Dataset excerpts
↓

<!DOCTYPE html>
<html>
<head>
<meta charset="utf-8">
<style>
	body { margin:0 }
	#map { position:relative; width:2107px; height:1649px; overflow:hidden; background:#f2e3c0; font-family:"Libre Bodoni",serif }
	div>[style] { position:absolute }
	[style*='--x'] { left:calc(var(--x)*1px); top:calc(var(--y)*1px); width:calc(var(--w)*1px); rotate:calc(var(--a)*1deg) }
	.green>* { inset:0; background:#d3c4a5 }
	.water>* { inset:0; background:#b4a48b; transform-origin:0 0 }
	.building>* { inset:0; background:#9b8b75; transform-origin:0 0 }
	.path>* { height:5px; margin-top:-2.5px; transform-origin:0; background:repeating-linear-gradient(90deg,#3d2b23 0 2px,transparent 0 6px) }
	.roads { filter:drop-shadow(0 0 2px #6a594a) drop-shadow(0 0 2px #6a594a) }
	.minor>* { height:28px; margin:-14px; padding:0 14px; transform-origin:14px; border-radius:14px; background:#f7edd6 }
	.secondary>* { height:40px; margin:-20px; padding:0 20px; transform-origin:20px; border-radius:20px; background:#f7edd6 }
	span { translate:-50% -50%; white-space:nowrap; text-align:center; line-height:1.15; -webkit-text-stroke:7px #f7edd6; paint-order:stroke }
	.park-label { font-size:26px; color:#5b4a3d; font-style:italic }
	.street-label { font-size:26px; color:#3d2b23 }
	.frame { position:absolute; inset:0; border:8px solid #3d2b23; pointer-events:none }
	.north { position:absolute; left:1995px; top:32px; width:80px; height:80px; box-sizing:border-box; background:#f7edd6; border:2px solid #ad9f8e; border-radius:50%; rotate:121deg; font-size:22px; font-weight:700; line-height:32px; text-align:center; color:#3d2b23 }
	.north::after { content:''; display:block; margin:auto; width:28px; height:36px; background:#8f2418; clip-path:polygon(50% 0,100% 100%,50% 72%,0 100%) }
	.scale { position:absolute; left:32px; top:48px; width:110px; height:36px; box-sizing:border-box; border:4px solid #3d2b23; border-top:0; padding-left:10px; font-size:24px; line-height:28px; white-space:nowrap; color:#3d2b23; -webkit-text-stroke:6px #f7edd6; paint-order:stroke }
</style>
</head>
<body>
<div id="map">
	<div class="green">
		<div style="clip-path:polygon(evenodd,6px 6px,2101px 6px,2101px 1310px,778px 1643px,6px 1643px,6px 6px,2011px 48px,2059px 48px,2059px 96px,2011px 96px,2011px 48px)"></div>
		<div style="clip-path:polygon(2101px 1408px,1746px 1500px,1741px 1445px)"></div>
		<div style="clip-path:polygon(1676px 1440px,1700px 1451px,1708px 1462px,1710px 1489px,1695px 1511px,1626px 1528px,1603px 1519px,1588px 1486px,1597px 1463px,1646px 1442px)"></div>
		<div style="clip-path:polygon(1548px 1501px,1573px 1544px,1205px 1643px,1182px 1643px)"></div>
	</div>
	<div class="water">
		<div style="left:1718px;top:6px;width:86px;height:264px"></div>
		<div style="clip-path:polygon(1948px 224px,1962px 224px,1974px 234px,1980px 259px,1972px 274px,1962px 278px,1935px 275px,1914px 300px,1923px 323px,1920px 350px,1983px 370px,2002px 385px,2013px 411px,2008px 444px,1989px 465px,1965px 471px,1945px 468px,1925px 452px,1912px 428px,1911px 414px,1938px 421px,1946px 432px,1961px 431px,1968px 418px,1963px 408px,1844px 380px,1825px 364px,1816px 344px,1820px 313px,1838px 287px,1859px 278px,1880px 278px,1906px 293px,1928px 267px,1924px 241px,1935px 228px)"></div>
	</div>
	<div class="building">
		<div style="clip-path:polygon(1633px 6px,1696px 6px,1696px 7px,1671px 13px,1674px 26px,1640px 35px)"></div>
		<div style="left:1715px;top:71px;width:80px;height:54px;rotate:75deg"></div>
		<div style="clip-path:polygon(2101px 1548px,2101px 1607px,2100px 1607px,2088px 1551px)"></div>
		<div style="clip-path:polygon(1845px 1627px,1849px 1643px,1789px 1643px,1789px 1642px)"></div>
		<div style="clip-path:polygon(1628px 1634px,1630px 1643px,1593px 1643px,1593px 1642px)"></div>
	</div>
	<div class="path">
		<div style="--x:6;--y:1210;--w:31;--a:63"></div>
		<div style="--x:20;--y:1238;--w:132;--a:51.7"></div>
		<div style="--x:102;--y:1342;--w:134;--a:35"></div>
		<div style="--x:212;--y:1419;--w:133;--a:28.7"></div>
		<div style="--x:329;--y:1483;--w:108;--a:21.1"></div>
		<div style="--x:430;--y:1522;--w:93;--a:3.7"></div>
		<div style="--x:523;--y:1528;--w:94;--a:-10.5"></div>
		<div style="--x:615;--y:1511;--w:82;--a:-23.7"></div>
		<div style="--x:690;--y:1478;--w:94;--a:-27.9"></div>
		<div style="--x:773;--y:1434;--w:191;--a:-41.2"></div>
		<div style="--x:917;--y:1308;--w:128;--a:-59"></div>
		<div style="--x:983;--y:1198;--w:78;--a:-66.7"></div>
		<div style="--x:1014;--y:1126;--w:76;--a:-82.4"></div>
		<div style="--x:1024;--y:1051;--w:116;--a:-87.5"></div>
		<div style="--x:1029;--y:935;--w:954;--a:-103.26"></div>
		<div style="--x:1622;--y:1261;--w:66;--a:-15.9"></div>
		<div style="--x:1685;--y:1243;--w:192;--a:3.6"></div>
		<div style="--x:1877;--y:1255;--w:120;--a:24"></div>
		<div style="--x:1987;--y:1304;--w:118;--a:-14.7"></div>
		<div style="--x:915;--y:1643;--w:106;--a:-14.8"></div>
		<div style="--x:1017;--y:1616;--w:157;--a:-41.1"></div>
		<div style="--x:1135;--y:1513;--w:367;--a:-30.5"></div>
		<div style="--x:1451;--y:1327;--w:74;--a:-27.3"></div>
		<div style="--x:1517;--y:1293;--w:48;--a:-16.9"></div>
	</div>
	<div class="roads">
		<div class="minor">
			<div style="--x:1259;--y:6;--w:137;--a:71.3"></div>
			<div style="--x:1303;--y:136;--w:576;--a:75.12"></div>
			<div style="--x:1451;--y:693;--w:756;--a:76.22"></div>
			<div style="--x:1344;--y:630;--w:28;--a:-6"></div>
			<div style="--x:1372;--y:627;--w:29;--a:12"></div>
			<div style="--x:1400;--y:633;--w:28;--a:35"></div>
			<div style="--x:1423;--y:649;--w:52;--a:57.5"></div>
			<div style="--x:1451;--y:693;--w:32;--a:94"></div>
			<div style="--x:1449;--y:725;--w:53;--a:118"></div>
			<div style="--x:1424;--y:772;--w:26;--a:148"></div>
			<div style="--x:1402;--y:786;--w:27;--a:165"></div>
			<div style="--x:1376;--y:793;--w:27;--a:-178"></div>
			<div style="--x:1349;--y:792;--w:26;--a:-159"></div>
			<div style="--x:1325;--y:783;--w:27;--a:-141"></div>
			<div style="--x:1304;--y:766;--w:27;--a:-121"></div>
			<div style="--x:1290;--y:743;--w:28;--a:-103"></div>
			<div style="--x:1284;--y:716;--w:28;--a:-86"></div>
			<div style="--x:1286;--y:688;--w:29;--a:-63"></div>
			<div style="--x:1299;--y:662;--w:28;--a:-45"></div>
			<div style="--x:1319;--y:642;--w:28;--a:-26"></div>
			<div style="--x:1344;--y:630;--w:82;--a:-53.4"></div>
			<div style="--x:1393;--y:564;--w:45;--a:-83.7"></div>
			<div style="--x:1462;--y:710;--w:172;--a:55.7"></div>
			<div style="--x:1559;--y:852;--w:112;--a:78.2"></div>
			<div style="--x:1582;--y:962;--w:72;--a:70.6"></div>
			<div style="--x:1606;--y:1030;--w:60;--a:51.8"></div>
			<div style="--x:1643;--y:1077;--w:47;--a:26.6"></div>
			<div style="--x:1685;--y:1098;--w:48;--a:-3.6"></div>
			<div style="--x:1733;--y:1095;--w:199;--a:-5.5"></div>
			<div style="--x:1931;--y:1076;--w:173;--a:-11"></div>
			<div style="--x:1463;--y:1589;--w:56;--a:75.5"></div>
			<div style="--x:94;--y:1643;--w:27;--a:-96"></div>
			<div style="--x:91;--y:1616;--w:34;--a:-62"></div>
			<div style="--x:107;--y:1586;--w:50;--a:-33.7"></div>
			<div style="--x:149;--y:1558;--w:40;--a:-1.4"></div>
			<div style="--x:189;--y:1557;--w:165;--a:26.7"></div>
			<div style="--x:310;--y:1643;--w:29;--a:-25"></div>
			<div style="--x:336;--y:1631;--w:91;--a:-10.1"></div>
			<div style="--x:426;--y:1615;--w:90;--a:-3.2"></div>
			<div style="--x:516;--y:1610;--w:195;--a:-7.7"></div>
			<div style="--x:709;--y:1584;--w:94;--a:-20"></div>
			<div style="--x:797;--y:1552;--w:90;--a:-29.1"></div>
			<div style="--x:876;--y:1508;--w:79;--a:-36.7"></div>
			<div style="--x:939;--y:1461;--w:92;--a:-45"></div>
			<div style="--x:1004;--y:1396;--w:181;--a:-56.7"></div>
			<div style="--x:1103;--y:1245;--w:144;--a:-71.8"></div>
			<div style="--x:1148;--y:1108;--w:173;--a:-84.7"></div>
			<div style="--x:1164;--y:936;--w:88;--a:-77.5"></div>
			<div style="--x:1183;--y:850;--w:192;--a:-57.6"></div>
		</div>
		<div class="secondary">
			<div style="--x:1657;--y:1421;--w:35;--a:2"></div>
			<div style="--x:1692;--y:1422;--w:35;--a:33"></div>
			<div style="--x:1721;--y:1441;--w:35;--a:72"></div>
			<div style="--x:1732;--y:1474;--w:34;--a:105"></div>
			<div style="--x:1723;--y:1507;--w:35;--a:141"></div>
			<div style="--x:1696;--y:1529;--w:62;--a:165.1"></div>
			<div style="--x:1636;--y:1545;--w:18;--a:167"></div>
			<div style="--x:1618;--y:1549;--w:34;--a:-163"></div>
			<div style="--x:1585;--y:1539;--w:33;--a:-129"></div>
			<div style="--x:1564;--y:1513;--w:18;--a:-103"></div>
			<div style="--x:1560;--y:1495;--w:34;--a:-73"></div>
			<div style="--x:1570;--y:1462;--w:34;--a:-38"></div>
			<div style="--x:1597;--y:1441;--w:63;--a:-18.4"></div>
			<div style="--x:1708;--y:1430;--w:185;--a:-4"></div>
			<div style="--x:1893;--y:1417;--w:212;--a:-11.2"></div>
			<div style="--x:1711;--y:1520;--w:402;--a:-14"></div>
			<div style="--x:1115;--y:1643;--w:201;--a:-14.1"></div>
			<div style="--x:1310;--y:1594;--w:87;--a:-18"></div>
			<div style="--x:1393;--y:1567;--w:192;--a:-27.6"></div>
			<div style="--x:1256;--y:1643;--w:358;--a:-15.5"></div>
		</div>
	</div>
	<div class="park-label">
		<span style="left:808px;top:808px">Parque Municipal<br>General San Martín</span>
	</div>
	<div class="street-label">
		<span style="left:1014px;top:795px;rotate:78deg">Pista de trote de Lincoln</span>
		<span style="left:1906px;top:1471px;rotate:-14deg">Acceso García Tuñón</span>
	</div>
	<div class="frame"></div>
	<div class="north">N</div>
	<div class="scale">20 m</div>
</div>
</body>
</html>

↑

- _DIRECTIONS FOR THIS TASK_:
For this exercise, repeat exactly the lines of the data above from the one with "inset:0; background:#9b8b75; transform-origin:0" down to the one with "translate:-50% -50%; white-space:nowrap;", both end lines included.

- _EXERCISE OUTPUT_:
	.building>* { inset:0; background:#9b8b75; transform-origin:0 0 }
	.path>* { height:5px; margin-top:-2.5px; transform-origin:0; background:repeating-linear-gradient(90deg,#3d2b23 0 2px,transparent 0 6px) }
	.roads { filter:drop-shadow(0 0 2px #6a594a) drop-shadow(0 0 2px #6a594a) }
	.minor>* { height:28px; margin:-14px; padding:0 14px; transform-origin:14px; border-radius:14px; background:#f7edd6 }
	.secondary>* { height:40px; margin:-20px; padding:0 20px; transform-origin:20px; border-radius:20px; background:#f7edd6 }
	span { translate:-50% -50%; white-space:nowrap; text-align:center; line-height:1.15; -webkit-text-stroke:7px #f7edd6; paint-order:stroke }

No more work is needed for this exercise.